Maintaining the infrastructure the grid requires now and throughout the transition will require honest conversations with the public about what the costs will be, Williams said. 

Innovation Potential and Challenges

Another panel on applied innovation largely focused on the double-edged sword of the rising capabilities of artificial intelligence. 

Jonathan Glass, acting deputy director for commercialization at the U.S. Department of Energy’s Advanced Research Projects Agency — Energy (ARPA-E), said AI could speed research into new storage and generation technologies — as well as improve the process for interconnecting them — but the electric industry first will need to get over the hump of rapidly increasing load growth over the next few years as data centers come online. 

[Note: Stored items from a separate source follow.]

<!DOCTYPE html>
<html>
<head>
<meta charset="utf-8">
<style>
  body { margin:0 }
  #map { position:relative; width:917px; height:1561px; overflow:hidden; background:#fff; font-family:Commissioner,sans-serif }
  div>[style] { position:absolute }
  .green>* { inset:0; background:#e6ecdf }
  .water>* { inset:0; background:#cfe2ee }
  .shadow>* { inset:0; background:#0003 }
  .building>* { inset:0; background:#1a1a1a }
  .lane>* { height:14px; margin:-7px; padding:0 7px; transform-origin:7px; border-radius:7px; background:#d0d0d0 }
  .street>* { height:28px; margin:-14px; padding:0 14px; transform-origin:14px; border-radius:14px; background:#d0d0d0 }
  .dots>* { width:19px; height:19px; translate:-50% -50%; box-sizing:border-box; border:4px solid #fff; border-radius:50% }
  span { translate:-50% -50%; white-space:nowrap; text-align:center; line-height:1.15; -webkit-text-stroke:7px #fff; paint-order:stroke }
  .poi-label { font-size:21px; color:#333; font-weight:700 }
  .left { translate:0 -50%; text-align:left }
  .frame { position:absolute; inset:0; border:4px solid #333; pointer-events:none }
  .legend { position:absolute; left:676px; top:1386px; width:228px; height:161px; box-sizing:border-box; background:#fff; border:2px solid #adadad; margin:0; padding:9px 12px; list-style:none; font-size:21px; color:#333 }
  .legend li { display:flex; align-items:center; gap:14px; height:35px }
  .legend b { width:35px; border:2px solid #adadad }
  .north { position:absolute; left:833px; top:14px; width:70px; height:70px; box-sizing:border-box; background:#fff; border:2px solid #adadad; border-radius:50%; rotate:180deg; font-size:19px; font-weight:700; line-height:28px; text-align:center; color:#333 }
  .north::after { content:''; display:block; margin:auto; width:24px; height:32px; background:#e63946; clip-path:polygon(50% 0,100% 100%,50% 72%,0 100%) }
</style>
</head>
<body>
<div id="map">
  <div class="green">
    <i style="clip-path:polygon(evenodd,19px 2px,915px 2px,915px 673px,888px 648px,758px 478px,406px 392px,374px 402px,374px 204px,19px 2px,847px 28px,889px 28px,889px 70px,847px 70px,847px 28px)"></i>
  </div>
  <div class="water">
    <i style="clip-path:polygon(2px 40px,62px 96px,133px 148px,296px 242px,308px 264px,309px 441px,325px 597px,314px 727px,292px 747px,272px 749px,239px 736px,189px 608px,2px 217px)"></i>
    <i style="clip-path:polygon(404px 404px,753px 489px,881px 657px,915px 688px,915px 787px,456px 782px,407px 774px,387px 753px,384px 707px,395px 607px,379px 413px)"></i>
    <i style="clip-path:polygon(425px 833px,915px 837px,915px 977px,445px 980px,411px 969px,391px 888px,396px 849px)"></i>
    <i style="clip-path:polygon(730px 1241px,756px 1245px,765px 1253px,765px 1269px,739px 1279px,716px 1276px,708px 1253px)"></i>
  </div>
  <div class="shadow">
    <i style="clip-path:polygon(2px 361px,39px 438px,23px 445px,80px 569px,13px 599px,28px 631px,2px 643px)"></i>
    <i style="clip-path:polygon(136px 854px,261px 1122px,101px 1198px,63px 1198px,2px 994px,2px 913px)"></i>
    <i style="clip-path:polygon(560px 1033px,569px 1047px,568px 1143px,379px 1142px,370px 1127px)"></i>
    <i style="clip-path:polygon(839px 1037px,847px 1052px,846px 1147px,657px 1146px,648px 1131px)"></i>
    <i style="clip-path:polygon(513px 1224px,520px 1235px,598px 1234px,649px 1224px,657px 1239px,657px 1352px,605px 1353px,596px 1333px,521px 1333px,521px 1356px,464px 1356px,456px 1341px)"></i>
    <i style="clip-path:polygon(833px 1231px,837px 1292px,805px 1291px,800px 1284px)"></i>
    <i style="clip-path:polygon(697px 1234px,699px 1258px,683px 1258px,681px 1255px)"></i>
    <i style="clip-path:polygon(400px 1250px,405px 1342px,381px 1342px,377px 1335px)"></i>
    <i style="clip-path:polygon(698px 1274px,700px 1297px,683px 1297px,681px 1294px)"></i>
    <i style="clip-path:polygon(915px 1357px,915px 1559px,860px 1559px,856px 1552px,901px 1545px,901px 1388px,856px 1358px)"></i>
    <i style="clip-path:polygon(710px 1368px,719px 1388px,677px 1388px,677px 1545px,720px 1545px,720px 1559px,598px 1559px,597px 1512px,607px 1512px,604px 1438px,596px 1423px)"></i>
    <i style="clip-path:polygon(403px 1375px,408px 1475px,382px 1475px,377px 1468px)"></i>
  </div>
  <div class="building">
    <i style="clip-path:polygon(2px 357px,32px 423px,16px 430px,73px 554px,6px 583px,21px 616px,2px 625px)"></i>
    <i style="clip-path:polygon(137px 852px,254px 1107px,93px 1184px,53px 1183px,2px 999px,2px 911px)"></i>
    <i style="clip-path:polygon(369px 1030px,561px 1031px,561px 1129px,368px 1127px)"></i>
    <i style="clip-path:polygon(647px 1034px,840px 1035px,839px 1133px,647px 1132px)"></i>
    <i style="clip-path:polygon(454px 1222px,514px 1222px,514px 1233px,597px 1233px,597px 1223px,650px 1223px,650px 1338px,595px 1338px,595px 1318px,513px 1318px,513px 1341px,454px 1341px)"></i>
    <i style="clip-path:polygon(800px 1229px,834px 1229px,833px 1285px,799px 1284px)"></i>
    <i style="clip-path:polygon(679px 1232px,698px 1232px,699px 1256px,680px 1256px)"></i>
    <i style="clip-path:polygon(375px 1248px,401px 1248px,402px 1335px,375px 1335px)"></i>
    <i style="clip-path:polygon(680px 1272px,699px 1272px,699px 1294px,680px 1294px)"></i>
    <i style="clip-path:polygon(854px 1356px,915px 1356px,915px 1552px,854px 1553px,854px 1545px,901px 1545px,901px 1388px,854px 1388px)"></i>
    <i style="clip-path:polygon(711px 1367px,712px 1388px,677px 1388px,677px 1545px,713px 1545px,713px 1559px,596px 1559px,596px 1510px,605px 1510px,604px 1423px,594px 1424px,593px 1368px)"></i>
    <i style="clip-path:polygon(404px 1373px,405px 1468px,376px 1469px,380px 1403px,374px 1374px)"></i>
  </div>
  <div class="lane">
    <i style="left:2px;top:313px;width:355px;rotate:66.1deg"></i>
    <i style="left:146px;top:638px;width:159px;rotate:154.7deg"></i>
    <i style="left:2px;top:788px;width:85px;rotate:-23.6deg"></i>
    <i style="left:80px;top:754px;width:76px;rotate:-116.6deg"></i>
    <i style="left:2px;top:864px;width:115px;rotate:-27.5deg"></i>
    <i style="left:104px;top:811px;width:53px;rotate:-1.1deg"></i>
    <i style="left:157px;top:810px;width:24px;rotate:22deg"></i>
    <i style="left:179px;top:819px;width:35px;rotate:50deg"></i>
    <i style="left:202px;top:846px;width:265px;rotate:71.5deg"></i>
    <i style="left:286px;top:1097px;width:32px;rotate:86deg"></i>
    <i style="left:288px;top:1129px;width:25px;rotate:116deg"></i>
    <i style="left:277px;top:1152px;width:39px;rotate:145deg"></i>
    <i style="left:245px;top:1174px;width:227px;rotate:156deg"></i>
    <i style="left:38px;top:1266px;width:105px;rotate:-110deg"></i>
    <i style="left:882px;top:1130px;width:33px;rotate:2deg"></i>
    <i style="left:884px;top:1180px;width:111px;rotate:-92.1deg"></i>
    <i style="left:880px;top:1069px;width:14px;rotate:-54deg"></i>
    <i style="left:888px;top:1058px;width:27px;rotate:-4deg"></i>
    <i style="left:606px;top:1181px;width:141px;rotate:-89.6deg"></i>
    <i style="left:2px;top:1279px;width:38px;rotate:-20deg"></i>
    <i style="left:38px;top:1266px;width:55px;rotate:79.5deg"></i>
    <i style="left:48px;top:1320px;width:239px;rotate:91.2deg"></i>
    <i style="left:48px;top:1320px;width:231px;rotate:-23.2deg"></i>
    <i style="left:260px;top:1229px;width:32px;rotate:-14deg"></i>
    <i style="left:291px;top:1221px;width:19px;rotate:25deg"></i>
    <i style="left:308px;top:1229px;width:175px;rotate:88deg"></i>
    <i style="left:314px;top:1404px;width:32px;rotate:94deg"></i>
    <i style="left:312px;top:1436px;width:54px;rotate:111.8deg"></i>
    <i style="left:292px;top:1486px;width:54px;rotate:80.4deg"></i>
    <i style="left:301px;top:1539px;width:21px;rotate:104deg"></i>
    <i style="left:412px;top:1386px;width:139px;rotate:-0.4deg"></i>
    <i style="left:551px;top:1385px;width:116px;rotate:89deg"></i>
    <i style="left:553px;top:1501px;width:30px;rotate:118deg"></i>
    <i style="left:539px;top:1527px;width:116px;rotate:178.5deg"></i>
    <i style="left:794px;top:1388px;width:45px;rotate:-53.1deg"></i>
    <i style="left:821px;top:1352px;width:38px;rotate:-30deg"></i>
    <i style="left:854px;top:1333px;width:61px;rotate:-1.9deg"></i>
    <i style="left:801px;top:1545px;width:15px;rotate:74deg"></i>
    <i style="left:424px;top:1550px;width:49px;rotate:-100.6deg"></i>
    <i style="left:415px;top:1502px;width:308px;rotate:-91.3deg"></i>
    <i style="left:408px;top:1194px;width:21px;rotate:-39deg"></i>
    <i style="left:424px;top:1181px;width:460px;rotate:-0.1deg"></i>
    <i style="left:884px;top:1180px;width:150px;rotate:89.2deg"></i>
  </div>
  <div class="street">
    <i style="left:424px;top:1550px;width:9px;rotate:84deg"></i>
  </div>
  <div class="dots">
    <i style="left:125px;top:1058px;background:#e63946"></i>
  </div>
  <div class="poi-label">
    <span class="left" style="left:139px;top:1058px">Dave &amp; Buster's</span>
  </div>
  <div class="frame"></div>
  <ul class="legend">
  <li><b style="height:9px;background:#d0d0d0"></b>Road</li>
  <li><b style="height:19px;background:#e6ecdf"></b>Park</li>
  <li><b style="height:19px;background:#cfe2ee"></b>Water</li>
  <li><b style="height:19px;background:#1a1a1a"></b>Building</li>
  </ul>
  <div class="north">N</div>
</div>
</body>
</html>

Arshad Mansoor, CEO of the Electric Power Research Institute (EPRI), said AI development is in the “first mile of a marathon” that could see unprecedented load growth over the next few years, potential business that could flow to other nations if the electric sector cannot keep up. He said the next three to four years will be the most important in laying that groundwork, which will have to involve expanding load flexibility while new generation and transmission are built. 

“The country, the region that can power this infrastructure will win the AI race,” he said. 

Mansoor said there’s a disconnect between the personnel working in the electric industry and on the data center side and that more understanding between the two is needed. Forecasting data center demand is changing constantly as computational needs increase and breakthroughs are made in the efficiency of hardware. 

Consumer behavior also could be part of the solution, said Arushi Sharma Frank, principal of Luminary Strategies, such as creating virtual power plants using electric vehicle batteries, home storage systems and smart meters to reduce load during peak periods and shift it to more economical times. 

Perfecting such technologies will require creative thinking and data analytics skills, Frank said, a pairing that is in demand across industries. Loosening regulations around hiring and immigration could allow individuals working overseas to contribute.